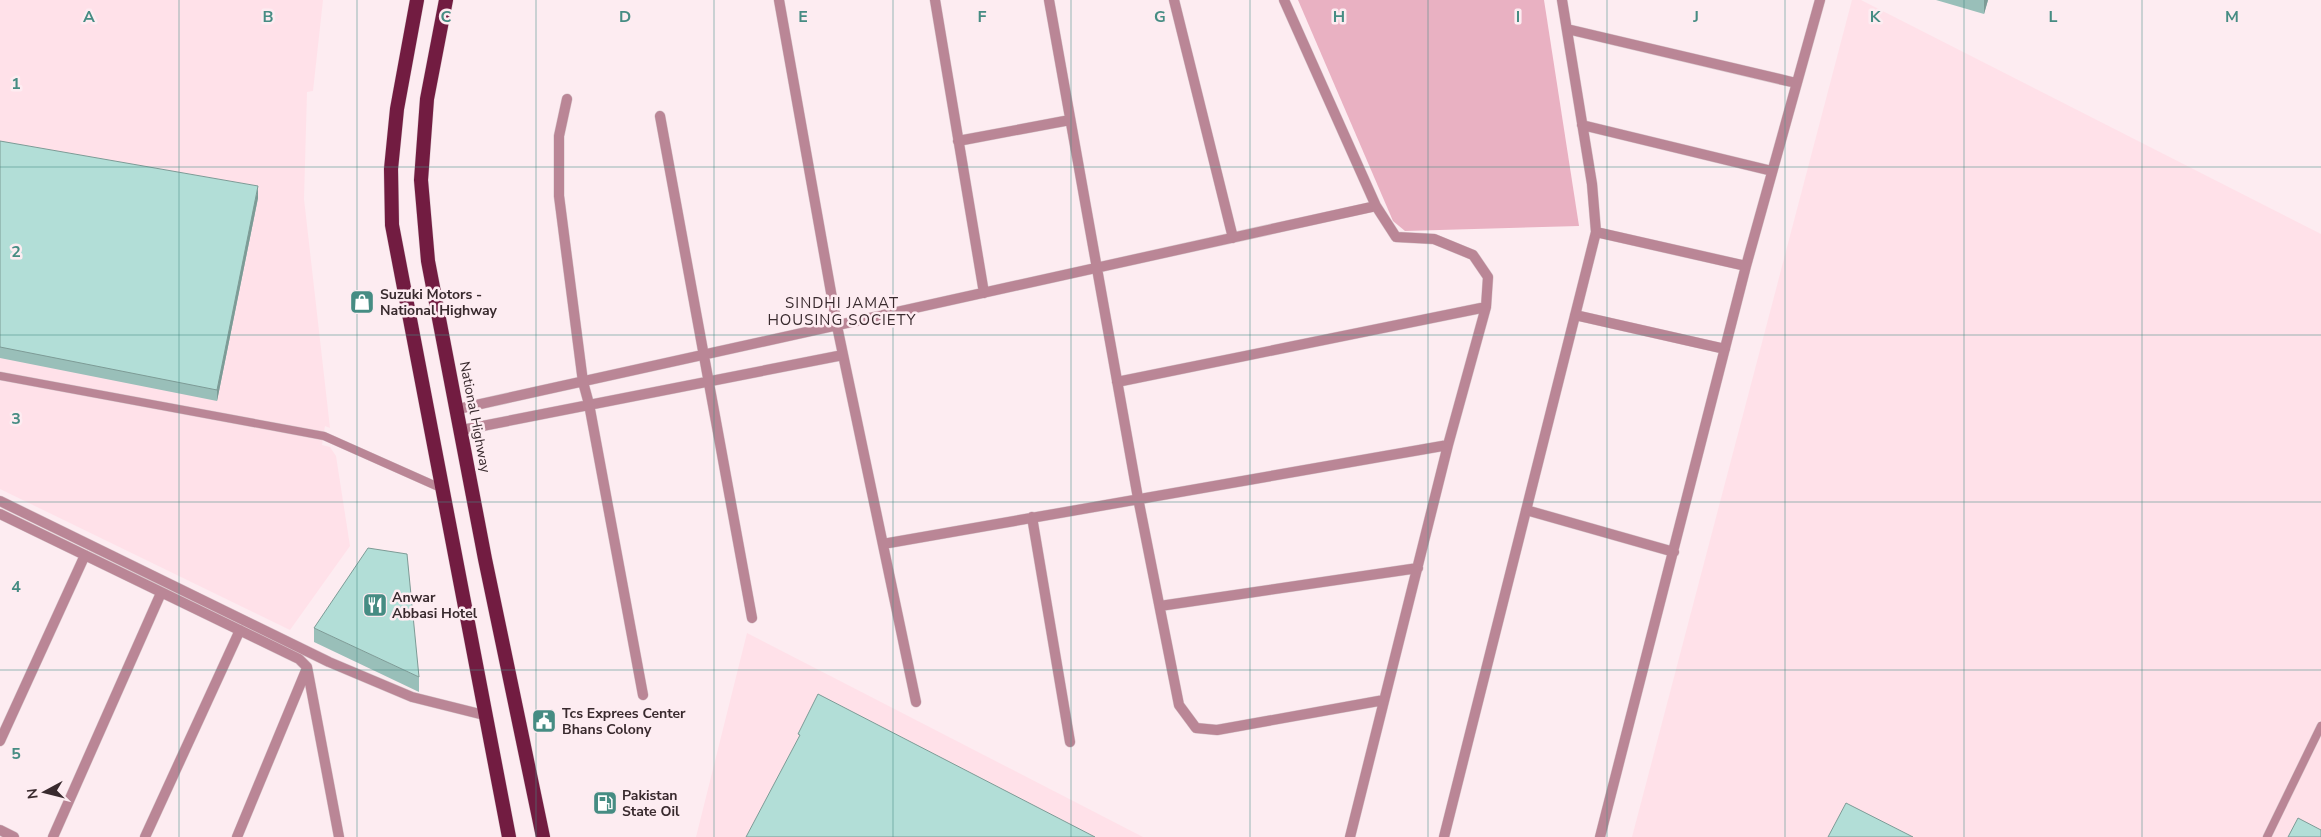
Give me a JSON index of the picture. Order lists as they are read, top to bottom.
{
  "streets": {
    "highway": ["National Highway"]
  },
  "districts": ["SINDHI JAMAT HOUSING SOCIETY"],
  "places": {
    "shop": ["Suzuki Motors - National Highway"],
    "restaurant": ["Anwar Abbasi Hotel"],
    "public building": ["Tcs Exprees Center Bhans Colony"],
    "fuel station": ["Pakistan State Oil"]
  },
  "north": "left",
  "grid": {
    "columns": [
      "A",
      "B",
      "C",
      "D",
      "E",
      "F",
      "G",
      "H",
      "I",
      "J",
      "K",
      "L",
      "M"
    ],
    "rows": [
      "1",
      "2",
      "3",
      "4",
      "5"
    ]
  }
}
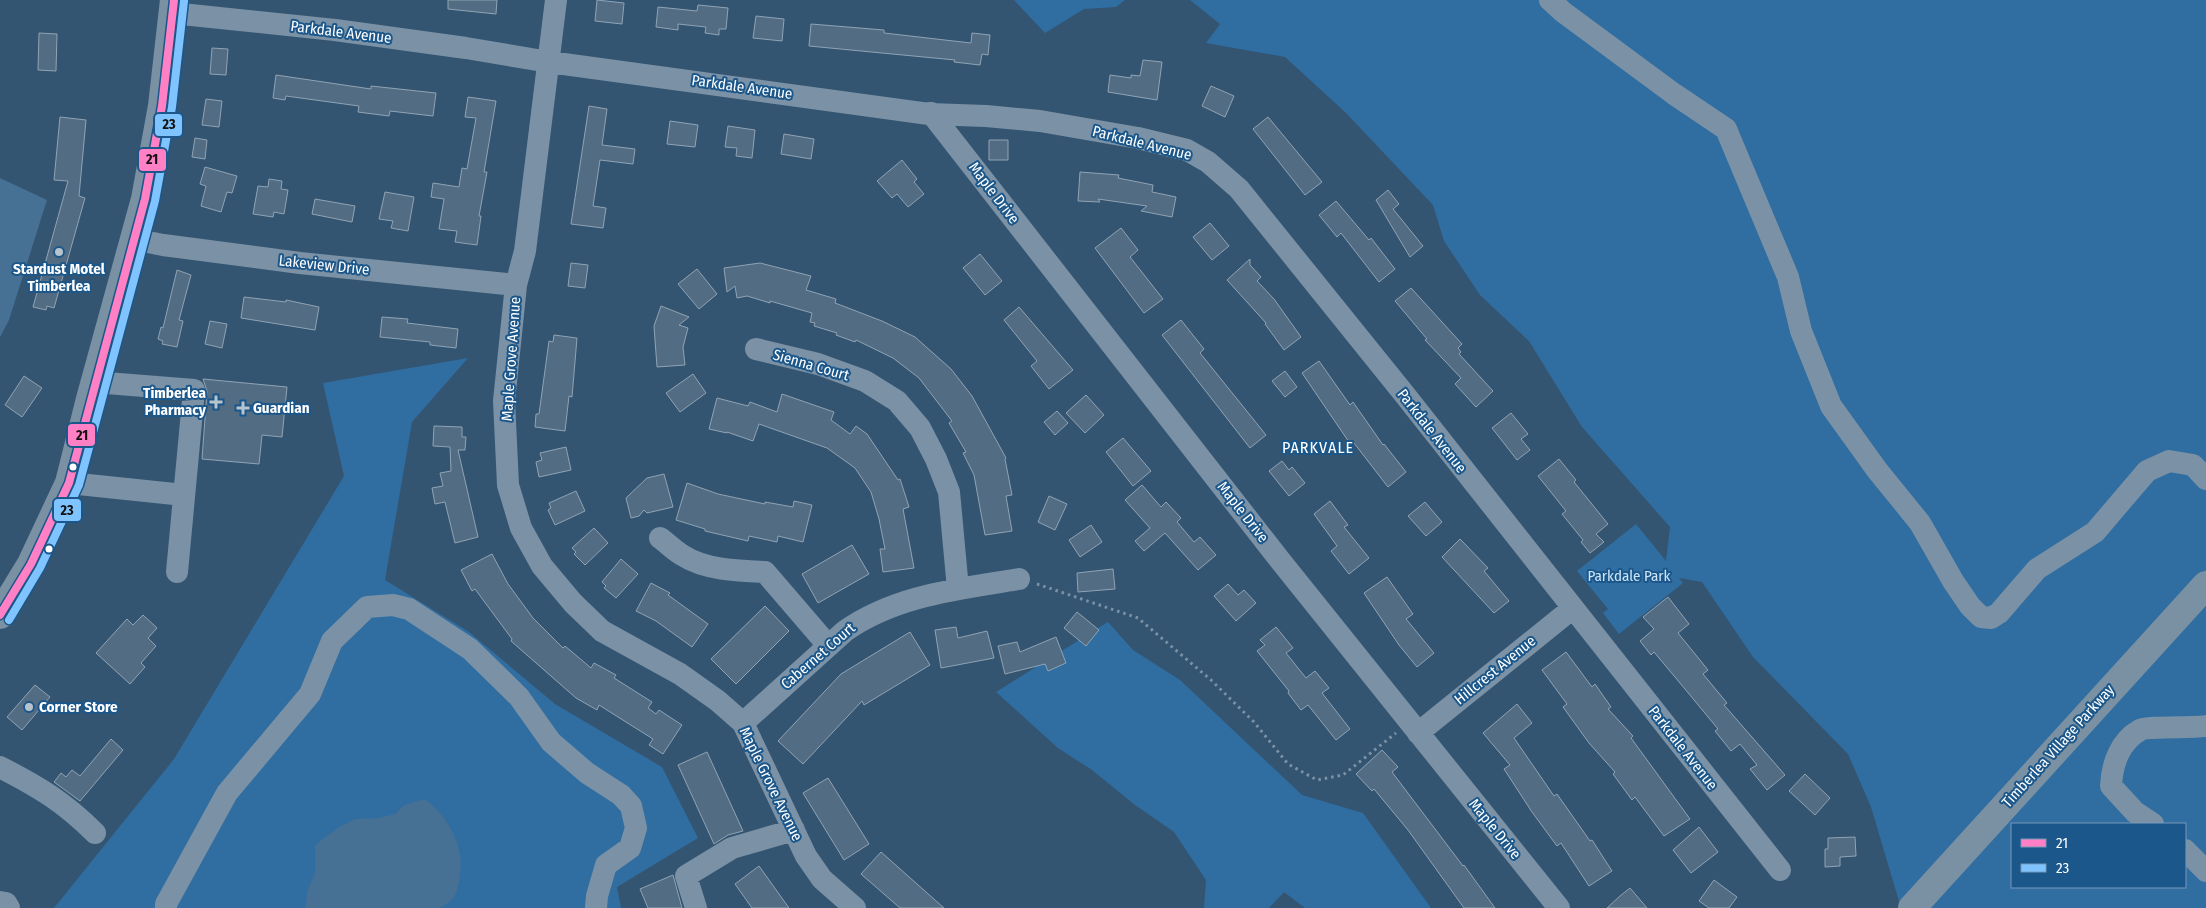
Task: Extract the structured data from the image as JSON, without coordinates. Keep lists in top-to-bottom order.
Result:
{
  "streets": {
    "main road": ["Timberlea Village Parkway"],
    "street": [
      "Parkdale Avenue",
      "Maple Drive",
      "Lakeview Drive",
      "Maple Grove Avenue",
      "Sienna Court",
      "Cabernet Court",
      "Hillcrest Avenue"
    ]
  },
  "crossings": [
    ["Parkdale Avenue", "Maple Drive"],
    ["Parkdale Avenue", "Maple Grove Avenue"],
    ["Parkdale Avenue", "Hillcrest Avenue"],
    ["Maple Drive", "Hillcrest Avenue"],
    ["Lakeview Drive", "Maple Grove Avenue"],
    ["Maple Grove Avenue", "Cabernet Court"],
    ["Sienna Court", "Cabernet Court"]
  ],
  "districts": ["PARKVALE"],
  "parks": ["Parkdale Park"],
  "places": {
    "other": ["Stardust Motel Timberlea", "Corner Store"],
    "health": ["Timberlea Pharmacy", "Guardian"]
  },
  "lines": ["transit line 21", "transit line 23"],
  "legend": ["21", "23"]
}
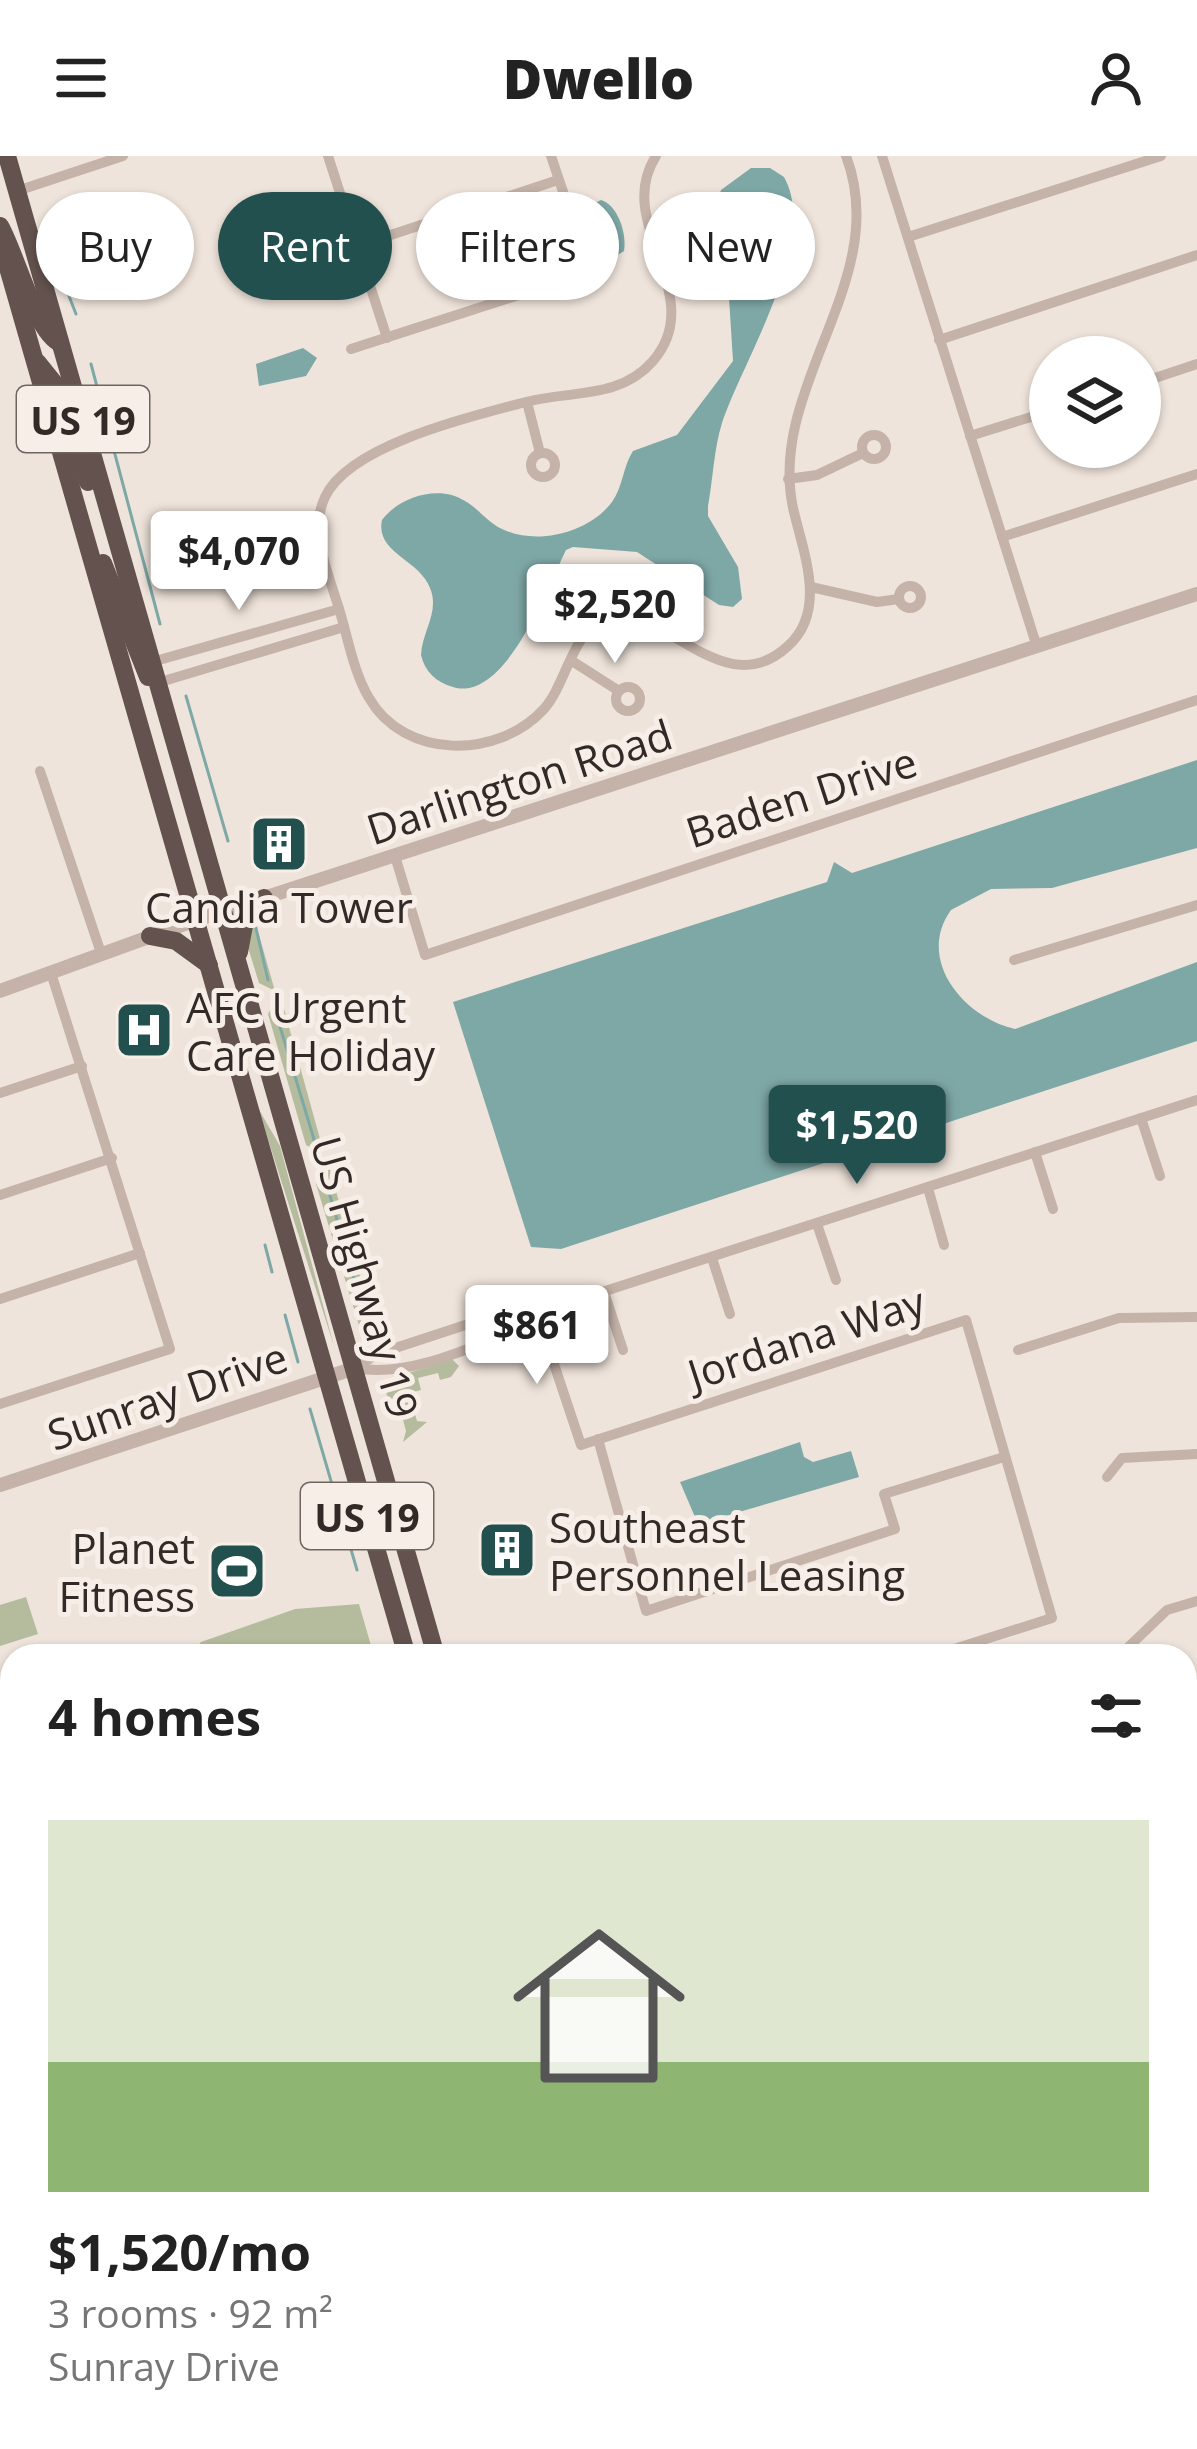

========

**PROBLEM REQUIREMENTS:** Every line of the data above should be returned exactly, with the pictures removed.

**ANSWER SECTION:**
Give me a JSON index of the picture. Order lists as they are read, top to bottom.
{
  "streets": {
    "highway": ["National Highway"]
  },
  "districts": ["SINDHI JAMAT HOUSING SOCIETY"],
  "places": {
    "shop": ["Suzuki Motors - National Highway"],
    "restaurant": ["Anwar Abbasi Hotel"],
    "public building": ["Tcs Exprees Center Bhans Colony"],
    "fuel station": ["Pakistan State Oil"]
  },
  "north": "left",
  "grid": {
    "columns": [
      "A",
      "B",
      "C",
      "D",
      "E",
      "F",
      "G",
      "H",
      "I",
      "J",
      "K",
      "L",
      "M"
    ],
    "rows": [
      "1",
      "2",
      "3",
      "4",
      "5"
    ]
  }
}
Task: Extract the structured data from the image as JSON, without coordinates. Keep lists in top-to-bottom order.
Result:
{
  "streets": {
    "main road": ["Timberlea Village Parkway"],
    "street": [
      "Parkdale Avenue",
      "Maple Drive",
      "Lakeview Drive",
      "Maple Grove Avenue",
      "Sienna Court",
      "Cabernet Court",
      "Hillcrest Avenue"
    ]
  },
  "crossings": [
    ["Parkdale Avenue", "Maple Drive"],
    ["Parkdale Avenue", "Maple Grove Avenue"],
    ["Parkdale Avenue", "Hillcrest Avenue"],
    ["Maple Drive", "Hillcrest Avenue"],
    ["Lakeview Drive", "Maple Grove Avenue"],
    ["Maple Grove Avenue", "Cabernet Court"],
    ["Sienna Court", "Cabernet Court"]
  ],
  "districts": ["PARKVALE"],
  "parks": ["Parkdale Park"],
  "places": {
    "other": ["Stardust Motel Timberlea", "Corner Store"],
    "health": ["Timberlea Pharmacy", "Guardian"]
  },
  "lines": ["transit line 21", "transit line 23"],
  "legend": ["21", "23"]
}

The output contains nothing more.